DATA SUPPLIED section start

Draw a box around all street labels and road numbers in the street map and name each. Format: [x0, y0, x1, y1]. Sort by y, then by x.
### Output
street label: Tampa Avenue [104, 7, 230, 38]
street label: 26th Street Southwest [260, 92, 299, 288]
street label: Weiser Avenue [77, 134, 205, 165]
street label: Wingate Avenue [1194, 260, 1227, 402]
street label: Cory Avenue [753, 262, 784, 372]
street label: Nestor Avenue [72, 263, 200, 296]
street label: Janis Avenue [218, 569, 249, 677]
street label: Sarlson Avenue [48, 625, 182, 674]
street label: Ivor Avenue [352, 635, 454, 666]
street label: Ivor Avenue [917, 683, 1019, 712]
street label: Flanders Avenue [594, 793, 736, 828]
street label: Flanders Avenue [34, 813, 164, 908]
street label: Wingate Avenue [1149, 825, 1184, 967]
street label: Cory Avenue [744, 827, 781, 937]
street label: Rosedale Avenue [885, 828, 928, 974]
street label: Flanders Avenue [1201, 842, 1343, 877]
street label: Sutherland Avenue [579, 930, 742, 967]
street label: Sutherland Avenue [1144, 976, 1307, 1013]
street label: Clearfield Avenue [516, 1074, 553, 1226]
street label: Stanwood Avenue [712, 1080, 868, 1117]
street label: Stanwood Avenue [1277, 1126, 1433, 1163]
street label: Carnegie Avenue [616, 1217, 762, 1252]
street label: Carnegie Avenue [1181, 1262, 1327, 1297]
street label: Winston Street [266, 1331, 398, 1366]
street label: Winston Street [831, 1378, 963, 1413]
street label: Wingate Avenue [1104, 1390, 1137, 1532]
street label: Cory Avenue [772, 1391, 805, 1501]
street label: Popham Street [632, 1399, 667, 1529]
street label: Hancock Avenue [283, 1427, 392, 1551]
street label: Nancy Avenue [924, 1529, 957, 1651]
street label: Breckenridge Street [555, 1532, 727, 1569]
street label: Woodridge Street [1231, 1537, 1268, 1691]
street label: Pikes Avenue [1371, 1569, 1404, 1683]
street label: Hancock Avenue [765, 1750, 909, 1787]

DATA SUPPLIED section end

WHAT IS NEEDED
What is needed is the data above, output in full and exactly as it stands.

ANSWER TO THE PROBLEM
Draw a box around all street labels and road numbers in the street map and name each. Format: [x0, y0, x1, y1]. Sort by y, then by x.
### Output
street label: Tampa Avenue [104, 7, 230, 38]
street label: 26th Street Southwest [260, 92, 299, 288]
street label: Weiser Avenue [77, 134, 205, 165]
street label: Wingate Avenue [1194, 260, 1227, 402]
street label: Cory Avenue [753, 262, 784, 372]
street label: Nestor Avenue [72, 263, 200, 296]
street label: Janis Avenue [218, 569, 249, 677]
street label: Sarlson Avenue [48, 625, 182, 674]
street label: Ivor Avenue [352, 635, 454, 666]
street label: Ivor Avenue [917, 683, 1019, 712]
street label: Flanders Avenue [594, 793, 736, 828]
street label: Flanders Avenue [34, 813, 164, 908]
street label: Wingate Avenue [1149, 825, 1184, 967]
street label: Cory Avenue [744, 827, 781, 937]
street label: Rosedale Avenue [885, 828, 928, 974]
street label: Flanders Avenue [1201, 842, 1343, 877]
street label: Sutherland Avenue [579, 930, 742, 967]
street label: Sutherland Avenue [1144, 976, 1307, 1013]
street label: Clearfield Avenue [516, 1074, 553, 1226]
street label: Stanwood Avenue [712, 1080, 868, 1117]
street label: Stanwood Avenue [1277, 1126, 1433, 1163]
street label: Carnegie Avenue [616, 1217, 762, 1252]
street label: Carnegie Avenue [1181, 1262, 1327, 1297]
street label: Winston Street [266, 1331, 398, 1366]
street label: Winston Street [831, 1378, 963, 1413]
street label: Wingate Avenue [1104, 1390, 1137, 1532]
street label: Cory Avenue [772, 1391, 805, 1501]
street label: Popham Street [632, 1399, 667, 1529]
street label: Hancock Avenue [283, 1427, 392, 1551]
street label: Nancy Avenue [924, 1529, 957, 1651]
street label: Breckenridge Street [555, 1532, 727, 1569]
street label: Woodridge Street [1231, 1537, 1268, 1691]
street label: Pikes Avenue [1371, 1569, 1404, 1683]
street label: Hancock Avenue [765, 1750, 909, 1787]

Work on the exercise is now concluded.